Por Francisco Cândido
Em 07/08/2019

MINHA RUA FALA – MOURA BAR 


“Moura Bar”, o principal comércio, onde foram instalados as novidades da época, como por exemplo, o primeiro salão de bilhar e sinuca e, mais tarde, em 1947, a primeira sorveteria de Boa Vista. Nesse local, os jovens e seus familiares, às tardes de domingo, reuniam-se para tomar sorvetes e assistir ao desfile das moças e rapazes que, invariavelmente, passeavam na Avenida Jaime Brasil.

Durante a Segunda Grande Guerra (1939 a 1945), o boa-vistense, às oito horas da noite, chegava ao Moura Bar para ouvir os noticiários da Rádio BBC de Londres. No “Moura Bar” havia um dos poucos aparelhos de rádio em Boa Vista, e mesmo assim à válvulas (o que significava que após ligá-los na tomada tinha-se que esperar de cinco a dez minutos até as válvulas internas se aquecerem o suficiente para iniciar a transmissão). No Moura Bar, o povo, através do rádio, ficava atento às notícias.

O senhor “Moura” (Antônio Luitgards Moura) nasceu em Fortaleza, no Estado do Ceará, em 1893. Era filho de Antônio Luitgards Moura e da senhora Raimunda Sampaio Moura. Veio com a família para Boa Vista em 1896, quando tinha apenas 3 anos de idade, viveu e cresceu nesta cidade onde participou ativamente do comércio e da política.
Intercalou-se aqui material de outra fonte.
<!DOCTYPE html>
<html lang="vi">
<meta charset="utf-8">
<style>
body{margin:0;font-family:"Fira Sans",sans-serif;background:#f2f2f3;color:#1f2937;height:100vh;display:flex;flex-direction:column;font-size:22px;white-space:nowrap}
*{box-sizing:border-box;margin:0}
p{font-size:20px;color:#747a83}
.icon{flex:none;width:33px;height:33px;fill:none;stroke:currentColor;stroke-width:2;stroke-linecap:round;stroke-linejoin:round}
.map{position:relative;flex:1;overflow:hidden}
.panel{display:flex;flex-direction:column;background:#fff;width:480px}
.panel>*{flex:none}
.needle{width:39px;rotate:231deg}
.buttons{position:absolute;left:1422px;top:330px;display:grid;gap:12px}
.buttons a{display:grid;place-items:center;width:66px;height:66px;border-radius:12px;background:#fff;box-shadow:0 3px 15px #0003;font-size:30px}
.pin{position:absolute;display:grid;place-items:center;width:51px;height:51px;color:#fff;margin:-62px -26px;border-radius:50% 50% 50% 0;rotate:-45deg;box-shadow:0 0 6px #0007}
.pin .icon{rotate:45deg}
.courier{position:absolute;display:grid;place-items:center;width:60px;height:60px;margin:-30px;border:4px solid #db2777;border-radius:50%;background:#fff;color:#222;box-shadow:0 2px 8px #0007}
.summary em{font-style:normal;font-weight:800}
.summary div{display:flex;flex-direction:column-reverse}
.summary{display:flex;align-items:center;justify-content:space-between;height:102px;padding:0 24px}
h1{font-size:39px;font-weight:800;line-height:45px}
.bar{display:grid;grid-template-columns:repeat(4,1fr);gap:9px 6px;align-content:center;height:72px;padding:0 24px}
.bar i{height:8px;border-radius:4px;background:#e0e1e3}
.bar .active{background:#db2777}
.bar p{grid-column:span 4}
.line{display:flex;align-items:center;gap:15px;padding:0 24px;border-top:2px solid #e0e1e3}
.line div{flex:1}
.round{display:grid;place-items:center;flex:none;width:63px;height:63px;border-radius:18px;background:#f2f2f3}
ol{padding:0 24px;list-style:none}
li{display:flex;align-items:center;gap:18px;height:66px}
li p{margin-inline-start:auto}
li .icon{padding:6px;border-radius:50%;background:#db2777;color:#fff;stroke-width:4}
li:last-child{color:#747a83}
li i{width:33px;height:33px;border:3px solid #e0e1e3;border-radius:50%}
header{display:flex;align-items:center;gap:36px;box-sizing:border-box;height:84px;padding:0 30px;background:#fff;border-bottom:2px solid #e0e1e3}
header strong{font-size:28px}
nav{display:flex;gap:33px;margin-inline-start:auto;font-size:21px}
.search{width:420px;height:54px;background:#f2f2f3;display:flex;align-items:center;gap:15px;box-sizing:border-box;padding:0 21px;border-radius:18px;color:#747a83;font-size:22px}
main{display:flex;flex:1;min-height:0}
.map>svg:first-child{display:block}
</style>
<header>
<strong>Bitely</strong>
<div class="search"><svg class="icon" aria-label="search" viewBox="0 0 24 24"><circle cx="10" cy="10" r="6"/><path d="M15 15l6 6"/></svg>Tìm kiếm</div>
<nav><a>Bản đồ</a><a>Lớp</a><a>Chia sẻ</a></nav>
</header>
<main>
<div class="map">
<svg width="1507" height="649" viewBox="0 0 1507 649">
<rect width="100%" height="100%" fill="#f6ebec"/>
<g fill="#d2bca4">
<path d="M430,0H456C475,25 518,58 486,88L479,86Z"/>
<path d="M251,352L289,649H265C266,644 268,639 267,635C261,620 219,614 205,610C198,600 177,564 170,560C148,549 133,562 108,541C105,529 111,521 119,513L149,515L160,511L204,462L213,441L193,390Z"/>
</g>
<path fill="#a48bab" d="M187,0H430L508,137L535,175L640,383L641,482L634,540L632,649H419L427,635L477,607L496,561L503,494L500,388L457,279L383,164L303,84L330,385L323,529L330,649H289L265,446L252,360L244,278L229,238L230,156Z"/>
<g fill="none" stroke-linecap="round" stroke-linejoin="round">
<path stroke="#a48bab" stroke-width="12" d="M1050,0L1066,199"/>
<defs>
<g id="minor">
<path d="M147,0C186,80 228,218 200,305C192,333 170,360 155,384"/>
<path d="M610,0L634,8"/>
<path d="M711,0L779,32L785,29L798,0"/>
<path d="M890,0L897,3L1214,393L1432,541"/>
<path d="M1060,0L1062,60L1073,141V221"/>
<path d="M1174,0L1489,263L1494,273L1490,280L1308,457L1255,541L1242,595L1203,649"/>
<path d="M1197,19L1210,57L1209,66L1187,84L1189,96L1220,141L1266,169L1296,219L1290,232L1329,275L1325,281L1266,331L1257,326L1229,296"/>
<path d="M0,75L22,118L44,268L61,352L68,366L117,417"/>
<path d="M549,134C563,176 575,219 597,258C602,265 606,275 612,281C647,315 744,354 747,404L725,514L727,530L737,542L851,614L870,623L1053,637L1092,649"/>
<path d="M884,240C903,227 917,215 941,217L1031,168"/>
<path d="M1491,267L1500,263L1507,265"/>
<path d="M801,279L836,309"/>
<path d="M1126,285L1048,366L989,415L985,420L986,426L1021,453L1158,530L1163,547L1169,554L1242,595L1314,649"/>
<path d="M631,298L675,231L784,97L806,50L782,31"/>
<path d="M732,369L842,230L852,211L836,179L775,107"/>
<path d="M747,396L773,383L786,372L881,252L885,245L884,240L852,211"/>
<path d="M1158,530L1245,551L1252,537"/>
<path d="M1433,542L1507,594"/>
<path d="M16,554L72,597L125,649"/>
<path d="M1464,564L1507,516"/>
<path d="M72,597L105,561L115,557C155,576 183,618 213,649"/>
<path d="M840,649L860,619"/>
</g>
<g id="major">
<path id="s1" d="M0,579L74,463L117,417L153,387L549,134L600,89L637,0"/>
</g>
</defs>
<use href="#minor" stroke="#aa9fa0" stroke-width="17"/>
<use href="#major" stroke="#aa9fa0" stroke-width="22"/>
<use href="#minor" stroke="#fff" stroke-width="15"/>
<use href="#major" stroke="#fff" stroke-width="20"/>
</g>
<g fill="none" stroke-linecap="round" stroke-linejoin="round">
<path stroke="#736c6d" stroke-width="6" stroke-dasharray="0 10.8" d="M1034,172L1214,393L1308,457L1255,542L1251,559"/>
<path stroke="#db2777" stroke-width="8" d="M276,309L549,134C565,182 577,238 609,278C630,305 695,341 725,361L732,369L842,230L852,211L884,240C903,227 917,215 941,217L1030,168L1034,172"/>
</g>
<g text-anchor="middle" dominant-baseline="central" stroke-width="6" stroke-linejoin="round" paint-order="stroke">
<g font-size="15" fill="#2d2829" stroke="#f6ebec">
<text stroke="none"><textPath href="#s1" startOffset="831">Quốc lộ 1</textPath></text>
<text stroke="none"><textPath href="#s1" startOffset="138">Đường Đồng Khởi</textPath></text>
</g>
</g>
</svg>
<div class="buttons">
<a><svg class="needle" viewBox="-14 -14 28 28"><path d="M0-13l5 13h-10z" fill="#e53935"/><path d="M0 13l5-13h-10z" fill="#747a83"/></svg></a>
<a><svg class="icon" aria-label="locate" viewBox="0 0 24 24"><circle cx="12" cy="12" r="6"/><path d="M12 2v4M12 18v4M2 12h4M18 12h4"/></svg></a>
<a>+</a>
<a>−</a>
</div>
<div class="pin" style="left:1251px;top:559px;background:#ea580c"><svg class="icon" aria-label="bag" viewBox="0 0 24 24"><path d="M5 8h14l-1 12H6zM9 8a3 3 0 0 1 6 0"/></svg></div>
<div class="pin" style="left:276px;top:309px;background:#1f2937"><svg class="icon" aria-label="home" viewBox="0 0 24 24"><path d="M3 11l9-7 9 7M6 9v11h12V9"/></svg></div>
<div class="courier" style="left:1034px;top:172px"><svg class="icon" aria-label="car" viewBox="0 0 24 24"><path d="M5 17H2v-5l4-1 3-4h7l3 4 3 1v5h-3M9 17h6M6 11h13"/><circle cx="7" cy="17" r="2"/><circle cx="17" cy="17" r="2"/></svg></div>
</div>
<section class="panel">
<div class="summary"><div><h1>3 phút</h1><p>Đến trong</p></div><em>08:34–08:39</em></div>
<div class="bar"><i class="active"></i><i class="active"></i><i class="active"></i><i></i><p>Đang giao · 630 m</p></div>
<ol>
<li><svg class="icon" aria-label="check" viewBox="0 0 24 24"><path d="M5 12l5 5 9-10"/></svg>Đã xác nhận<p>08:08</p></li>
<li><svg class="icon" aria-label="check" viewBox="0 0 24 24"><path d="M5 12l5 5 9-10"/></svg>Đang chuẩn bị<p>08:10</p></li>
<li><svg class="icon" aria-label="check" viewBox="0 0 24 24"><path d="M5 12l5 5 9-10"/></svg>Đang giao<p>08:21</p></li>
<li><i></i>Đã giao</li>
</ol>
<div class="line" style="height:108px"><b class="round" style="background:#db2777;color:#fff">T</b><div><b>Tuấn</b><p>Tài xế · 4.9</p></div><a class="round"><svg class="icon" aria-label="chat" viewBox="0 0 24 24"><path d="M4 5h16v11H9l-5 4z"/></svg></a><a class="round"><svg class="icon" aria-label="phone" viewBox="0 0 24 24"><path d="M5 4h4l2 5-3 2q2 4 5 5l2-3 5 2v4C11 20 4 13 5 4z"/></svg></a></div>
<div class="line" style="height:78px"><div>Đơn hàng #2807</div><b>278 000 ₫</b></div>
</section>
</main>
Foi um dos fundadores da Associação Comercial do Rio Branco, hoje a Associação Comercial e Industrial de Roraima, instalada na Avenida Jaime Brasil, e exerceu por inúmeras vezes o cargo de secretário da Prefeitura de Boa Vista, inclusive chegou a ser nomeado Prefeito, quando aqui ainda era o Território Federal do Rio Branco.

Em 1918 casou-se com a roraimense a senhora Judith Sampaio. O casal teve os filhos: Maria do Carmo (Carmem Refkalefsky), Clarice, Augusto César, Celita, Alpha, Lourenço e Enéia. 

Antônio Luitgards, o Seu Moura, instalou-se, primeiramente em um sítio, ao qual deu o nome de “Sítio Mecejana”, onde plantava árvores frutíferas de onde colhia frutas variadas as quais eram vendidas em Boa Vista ou utilizadas em sucos que eram transformadas em sorvetes no seu Bar.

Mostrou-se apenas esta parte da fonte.